— Их слишком много? Понимаю… Иногда даже мне кажется, что в этом доме куда больше Кеннеди, чем он может выдержать. Матушка любит семейные праздники, но такого столпотворения здесь не было с самого ее юбилея… Лет пять назад, кажется.
— Сегодняшний день сложно назвать радостным, господин сенатор. — Я вышел на второй этаж. — Но такой шум мне уж точно нравится больше, чем стрельба в Вашингтоне.
— Мне тоже, — усмехнулся Кеннеди. — Но для разговоров нужно место потише, и кабинет отца подойдет, как нельзя лучше. Вот сюда, князь.
Дверь едва слышно скрипнула, и через мгновение мы оказались в комнате. Совсем небольшой: если дом глава семейства строил с размахом, то работать определенно предпочитал не то, чтобы в тесноте — но в обстановке весьма скромной. Единственное окно с задернутыми шторами и минимум мебели: широкий книжный шкаф из темного дерева, кожаный диван с парой кресел и средних размеров стол, за которым нас и ожидал господин президент.

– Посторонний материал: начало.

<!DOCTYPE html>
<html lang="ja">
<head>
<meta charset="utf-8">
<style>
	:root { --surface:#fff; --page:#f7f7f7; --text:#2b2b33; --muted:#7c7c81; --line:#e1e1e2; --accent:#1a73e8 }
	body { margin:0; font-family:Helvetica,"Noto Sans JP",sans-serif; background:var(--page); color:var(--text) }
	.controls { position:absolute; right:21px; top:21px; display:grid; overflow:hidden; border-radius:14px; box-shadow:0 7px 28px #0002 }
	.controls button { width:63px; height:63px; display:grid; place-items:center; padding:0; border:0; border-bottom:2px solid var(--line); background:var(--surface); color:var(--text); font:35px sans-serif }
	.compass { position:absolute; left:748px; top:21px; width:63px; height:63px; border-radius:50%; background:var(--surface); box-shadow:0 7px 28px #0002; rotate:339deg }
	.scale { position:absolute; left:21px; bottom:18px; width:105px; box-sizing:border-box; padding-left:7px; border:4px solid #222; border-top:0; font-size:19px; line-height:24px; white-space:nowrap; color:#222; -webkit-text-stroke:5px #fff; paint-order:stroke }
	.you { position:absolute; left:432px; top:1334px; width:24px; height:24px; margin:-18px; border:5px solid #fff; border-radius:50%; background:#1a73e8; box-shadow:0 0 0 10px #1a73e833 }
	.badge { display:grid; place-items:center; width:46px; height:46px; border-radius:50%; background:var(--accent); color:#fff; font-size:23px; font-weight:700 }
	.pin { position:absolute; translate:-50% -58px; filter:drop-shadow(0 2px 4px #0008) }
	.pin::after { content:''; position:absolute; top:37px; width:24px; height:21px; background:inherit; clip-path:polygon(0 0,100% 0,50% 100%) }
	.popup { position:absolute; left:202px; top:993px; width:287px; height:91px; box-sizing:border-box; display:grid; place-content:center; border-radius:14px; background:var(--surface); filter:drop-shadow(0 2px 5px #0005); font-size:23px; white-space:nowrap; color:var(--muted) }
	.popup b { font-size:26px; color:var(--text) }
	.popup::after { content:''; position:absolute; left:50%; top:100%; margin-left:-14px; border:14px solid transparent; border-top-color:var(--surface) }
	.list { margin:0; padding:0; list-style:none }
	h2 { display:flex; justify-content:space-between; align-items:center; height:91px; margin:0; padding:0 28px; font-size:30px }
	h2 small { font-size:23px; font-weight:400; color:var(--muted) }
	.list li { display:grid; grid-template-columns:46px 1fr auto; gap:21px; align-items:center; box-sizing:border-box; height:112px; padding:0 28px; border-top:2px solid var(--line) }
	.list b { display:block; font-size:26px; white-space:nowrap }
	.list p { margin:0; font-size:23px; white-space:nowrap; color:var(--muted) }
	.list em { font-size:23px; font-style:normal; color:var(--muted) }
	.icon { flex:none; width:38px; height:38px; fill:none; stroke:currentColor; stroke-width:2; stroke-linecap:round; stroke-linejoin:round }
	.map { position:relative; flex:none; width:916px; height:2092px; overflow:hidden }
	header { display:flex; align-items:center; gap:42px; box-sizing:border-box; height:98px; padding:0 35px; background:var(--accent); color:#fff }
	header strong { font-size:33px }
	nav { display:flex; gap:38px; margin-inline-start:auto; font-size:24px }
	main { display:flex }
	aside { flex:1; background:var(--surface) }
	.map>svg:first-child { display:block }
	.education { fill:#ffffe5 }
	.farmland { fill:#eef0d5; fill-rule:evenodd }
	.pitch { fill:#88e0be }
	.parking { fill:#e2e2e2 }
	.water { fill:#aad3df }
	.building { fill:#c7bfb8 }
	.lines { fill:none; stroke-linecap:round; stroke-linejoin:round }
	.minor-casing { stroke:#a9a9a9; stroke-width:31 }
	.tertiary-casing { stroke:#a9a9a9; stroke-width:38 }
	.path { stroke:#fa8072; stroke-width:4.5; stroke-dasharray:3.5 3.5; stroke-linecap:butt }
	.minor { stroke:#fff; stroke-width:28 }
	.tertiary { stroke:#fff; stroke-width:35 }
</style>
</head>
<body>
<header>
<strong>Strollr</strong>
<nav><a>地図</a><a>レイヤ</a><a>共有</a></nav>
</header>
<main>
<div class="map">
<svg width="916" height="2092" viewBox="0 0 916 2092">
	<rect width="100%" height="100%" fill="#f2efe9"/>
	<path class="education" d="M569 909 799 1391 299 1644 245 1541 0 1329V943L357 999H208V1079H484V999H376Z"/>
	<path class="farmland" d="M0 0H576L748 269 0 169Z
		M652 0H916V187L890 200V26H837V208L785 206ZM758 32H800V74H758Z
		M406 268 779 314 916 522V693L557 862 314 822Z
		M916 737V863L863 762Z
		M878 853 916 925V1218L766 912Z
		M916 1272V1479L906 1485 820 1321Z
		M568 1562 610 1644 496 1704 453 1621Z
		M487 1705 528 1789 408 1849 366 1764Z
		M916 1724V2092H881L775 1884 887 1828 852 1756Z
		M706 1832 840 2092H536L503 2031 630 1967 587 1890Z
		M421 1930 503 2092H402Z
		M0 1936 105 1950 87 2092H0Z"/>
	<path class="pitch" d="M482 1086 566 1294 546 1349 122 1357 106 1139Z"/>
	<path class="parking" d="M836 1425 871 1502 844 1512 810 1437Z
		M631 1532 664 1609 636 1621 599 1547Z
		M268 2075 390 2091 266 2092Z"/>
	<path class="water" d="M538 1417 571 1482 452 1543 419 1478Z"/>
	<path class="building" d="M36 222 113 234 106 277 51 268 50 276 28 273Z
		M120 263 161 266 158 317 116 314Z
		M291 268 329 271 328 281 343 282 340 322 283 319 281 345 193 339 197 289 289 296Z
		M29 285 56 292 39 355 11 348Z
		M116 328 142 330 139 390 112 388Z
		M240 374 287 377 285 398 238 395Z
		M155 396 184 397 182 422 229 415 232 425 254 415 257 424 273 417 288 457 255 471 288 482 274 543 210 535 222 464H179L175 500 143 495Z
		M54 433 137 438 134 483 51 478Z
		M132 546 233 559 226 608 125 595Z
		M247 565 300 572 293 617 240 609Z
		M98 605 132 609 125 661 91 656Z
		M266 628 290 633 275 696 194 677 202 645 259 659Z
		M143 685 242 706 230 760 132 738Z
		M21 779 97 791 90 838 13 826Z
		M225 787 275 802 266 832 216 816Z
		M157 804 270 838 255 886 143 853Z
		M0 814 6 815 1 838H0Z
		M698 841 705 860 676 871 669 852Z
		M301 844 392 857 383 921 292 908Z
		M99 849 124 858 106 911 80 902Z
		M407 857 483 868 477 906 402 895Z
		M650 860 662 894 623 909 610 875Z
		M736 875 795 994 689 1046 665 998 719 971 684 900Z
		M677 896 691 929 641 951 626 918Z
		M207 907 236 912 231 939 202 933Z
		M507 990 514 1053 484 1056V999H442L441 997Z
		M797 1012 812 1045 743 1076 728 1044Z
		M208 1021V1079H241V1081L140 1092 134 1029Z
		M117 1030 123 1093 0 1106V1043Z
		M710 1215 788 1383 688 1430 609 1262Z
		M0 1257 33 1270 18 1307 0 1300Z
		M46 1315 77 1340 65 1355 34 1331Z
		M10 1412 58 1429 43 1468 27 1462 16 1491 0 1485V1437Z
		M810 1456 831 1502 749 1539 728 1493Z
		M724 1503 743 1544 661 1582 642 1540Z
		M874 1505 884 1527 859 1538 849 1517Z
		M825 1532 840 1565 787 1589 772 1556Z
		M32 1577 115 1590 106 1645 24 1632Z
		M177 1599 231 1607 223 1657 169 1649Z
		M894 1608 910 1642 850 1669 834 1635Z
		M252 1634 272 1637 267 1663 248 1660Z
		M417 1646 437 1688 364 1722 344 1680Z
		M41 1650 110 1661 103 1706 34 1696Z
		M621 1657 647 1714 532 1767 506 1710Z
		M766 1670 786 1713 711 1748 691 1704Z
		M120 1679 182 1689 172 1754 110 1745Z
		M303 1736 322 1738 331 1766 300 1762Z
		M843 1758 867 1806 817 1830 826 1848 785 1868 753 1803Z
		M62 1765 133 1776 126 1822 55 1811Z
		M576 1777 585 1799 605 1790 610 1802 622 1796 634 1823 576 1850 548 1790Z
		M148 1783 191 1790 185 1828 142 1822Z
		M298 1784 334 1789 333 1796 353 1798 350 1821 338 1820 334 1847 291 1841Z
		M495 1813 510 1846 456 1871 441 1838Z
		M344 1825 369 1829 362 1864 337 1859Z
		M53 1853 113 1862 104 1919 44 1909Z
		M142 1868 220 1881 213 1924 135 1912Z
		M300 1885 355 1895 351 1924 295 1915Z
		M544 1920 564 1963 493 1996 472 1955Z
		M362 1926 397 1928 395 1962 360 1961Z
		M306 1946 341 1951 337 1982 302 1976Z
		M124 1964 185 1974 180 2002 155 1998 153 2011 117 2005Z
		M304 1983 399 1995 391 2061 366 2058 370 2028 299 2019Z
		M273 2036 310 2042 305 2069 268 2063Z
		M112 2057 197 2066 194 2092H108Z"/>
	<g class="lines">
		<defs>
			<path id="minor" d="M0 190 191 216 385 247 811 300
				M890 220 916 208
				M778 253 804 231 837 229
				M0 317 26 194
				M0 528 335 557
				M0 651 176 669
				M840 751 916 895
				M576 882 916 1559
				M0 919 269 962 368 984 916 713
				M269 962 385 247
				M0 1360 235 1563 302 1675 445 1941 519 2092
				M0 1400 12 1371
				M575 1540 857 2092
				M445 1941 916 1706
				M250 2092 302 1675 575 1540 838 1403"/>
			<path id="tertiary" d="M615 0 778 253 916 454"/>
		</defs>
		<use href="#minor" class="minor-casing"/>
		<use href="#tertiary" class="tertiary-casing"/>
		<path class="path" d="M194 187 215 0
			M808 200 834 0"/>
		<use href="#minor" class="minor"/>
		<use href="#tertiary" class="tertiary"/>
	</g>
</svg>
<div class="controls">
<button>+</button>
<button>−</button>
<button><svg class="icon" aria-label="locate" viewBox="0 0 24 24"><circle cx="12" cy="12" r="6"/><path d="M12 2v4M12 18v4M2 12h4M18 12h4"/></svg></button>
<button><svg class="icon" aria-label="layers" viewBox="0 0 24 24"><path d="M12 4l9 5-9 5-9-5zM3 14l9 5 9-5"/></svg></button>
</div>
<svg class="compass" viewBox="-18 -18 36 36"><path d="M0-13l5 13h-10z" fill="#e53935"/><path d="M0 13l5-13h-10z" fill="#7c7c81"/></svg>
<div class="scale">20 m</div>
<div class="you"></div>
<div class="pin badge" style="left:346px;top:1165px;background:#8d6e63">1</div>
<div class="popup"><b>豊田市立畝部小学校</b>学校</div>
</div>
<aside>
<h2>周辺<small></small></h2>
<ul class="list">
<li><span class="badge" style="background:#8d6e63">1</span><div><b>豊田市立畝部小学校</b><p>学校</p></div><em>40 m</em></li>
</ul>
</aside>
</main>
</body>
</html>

— До сих пор не могу поверить, что мы сюда добрались. — Кеннеди захлопнул дверь и устало подпер ее спиной. — Я понимаю, разговор будет не из простых, но… Черт возьми, почему бы нам не пропустить по стаканчику старого доброго ирландского виски? Еще из дедушкиных запасов.
— И не подумаю отказаться! — Джонсон заметно оживился и чуть подался вперед. — У меня до сих пор трясутся руки… Подумать только, что нам пришлось пережить.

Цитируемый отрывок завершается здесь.